DIN EN ISO 202361 is an international standard that outlines a catalytic high-temperature method for determining total organic carbon (TOC), TNb, dissolved organic carbon (DOC), and dissolved bound nitrogen (DNb).
This new standard will replace the previous DIN EN 122602 for TNb determination in Europe. The DIN EN ISO 20236 technique for determining TNb involves catalytically oxidizing water samples at 720 °C or above in an oxygen-rich environment.
The NO produced in this process is then detected using a chemiluminescence detector (CLD) or an alternate detector, such as the electrochemical detector described in annex C of the standard, short form: chemodetector (ChD).
Before measuring the TNb in an unknown water sample, the analyzer must be calibrated with nitrogen standards at various values. According to the standard, nitrogen-mixed standard solutions of potassium nitrate and ammonium sulfate are employed.
The first step is to make two stock solutions of KNO3 and (NH4)2SO4, each with 1000 mg/L N. A mixed standard stock solution is created by combining equal volumes (1:1) of the two distinct N stock solutions.
The combined standard stock solution is diluted with ultrapure water to prepare the calibration solutions. TNb analyzers are typically calibrated between 0 and 20 mg/L N; however, the calibration range can sometimes be increased to 50 mg/L.
DIN EN ISO 20236 requires a daily system test. This is completed using at least two nicotinic acid standards, and the N concentrations should be within the working range.
The nicotinic acid standards for the system test are also created by diluting a stock solution containing 1000 mg/L N with ultrapure water. The system test is regarded as passed when the following conditions are met:
- The measured value should not differ from the theoretical value by more than ± 5 % or ± 1 mg/L (whichever is higher).

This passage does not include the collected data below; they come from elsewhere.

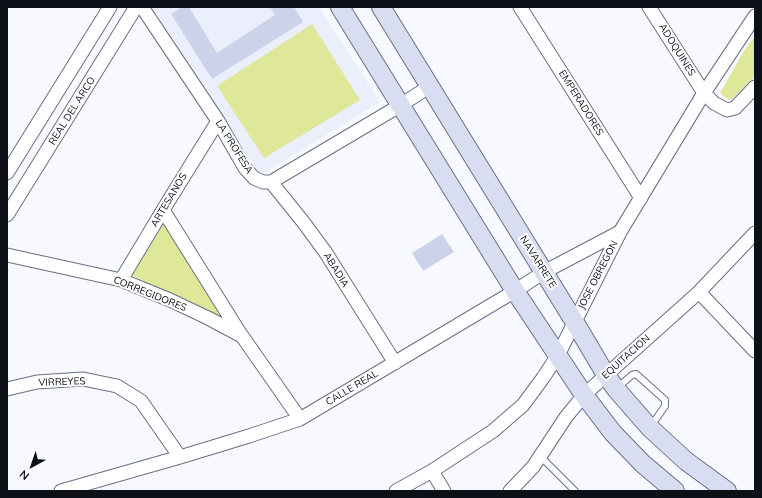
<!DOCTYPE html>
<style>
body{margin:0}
#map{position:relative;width:762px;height:498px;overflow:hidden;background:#f7f9fe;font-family:Mulish,sans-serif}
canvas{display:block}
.frame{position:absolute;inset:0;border:8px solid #0e1018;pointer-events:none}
.north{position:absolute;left:12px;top:446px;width:40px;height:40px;-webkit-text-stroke:3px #fff;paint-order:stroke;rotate:220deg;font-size:11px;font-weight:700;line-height:16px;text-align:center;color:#0e1018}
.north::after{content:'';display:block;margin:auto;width:14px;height:18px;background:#0e1018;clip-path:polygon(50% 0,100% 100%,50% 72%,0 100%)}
</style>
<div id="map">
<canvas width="762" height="498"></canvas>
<div class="frame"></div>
<div class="north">N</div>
</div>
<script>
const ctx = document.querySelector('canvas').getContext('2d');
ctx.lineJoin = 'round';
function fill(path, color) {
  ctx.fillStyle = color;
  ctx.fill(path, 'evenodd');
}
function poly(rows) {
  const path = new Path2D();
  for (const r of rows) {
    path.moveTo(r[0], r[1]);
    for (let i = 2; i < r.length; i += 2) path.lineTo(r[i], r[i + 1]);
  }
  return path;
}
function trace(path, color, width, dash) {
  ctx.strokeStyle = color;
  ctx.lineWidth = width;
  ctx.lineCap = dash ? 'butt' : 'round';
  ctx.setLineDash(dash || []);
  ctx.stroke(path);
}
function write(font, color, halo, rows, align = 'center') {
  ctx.font = font + ' Mulish,sans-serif';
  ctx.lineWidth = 4;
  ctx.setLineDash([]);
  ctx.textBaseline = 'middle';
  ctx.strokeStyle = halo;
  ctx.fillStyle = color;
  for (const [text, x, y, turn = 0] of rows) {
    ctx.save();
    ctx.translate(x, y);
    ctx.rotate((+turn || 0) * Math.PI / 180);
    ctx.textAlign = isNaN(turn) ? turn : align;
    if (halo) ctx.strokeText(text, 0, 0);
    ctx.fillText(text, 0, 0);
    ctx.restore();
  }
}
fill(poly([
 [152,7,319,7,380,102,261,175]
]), '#ebeffb');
fill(poly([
 [312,24,360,100,264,158,217,86],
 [755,36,755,76,732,99,729,100,720,93,744,51],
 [163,219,226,320,129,274]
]), '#dfe799');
fill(poly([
 [182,7,189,7,217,53,275,15,270,7,294,7,303,22,212,79,171,14],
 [442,234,454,252,423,271,412,253]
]), '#cbd3ea');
const service = poly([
 [617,388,632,375,636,374,665,400,665,406,651,426],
 [540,456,575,491]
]);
const minor = poly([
 [142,7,218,121,245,168,254,178,263,182,271,182,401,105,430,86],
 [520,7,641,198],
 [649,7,704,93,714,103,727,110,735,108,755,87],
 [7,173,110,7],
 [271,182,304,223,326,253,395,363],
 [163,210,241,335],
 [7,215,136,7],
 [7,255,121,280,170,300,208,318,242,336,300,419],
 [121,280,163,210,218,121],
 [699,292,755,351],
 [7,389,37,382,83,379,117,386,141,401,180,457],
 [432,471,444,491],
 [61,491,180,457,249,436,300,419,515,291,544,272,620,232],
 [396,491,432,471,493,431,523,405,543,378,558,355,620,232,704,93,755,16],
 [510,491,533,467,566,417,584,395,699,292,755,233]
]);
const secondary = poly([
 [340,7,515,291,584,395,613,433,643,464,675,491],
 [381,7,574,321,606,375,616,389,650,428,686,461,727,491]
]);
trace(service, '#697085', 8);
trace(minor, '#697085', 15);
trace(secondary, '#697085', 20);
trace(service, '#fff', 6);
trace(minor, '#fff', 13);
trace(secondary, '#d8ddf1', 18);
write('10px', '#0e1018', '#fff', [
 ["ADOQUINES",677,50,58],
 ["EMPERADORES",581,103,58],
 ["REAL DEL ARCO",72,111,-58],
 ["LA PROFESA",234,147,58],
 ["ARTESANOS",169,200,-59],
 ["NAVARRETE",538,262,58],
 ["ABADIA",336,270,58],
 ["JOSE OBREGON",598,275,-63],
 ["CORREGIDORES",150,294,22],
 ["EQUITACION",626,357,-42],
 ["VIRREYES",62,382,-2],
 ["CALLE REAL",352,388,-31]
]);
</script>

- The repeatability coefficient of variation for at least two injections of nicotinic acid standards should not exceed 5 % or ± 1 mg/L (whichever is higher).
- For concentrations less than 10 mg/L, individual readings cannot differ by more than 1 mg/L.
DIN EN ISO 20236 also discusses interferences that can negatively affect the detection of TNb.
Materials and Methods
The TNb determinations were made using the multi N/C 3300 TOC/TNb analyzer. The focus was on TNb determination; however, a combined non-purgeable organic carbon (NPOC)/TNb approach was chosen because it is employed in most normal laboratory measurements to determine organic carbon and TNb simultaneously.
The acidification required for this form of TOC/TNb determination can be completed manually in advance (typically while sampling) or automatically using an autosampler just before the measurement. The acidified samples are then automatically purged with a portion of the carrier gas utilized.
This method removes the total inorganic carbon (TIC) in the form of carbonates or hydrogen carbonates from the samples. The completeness of TIC removal can be automatically verified by activating the TIC control measurement in an NPOC approach.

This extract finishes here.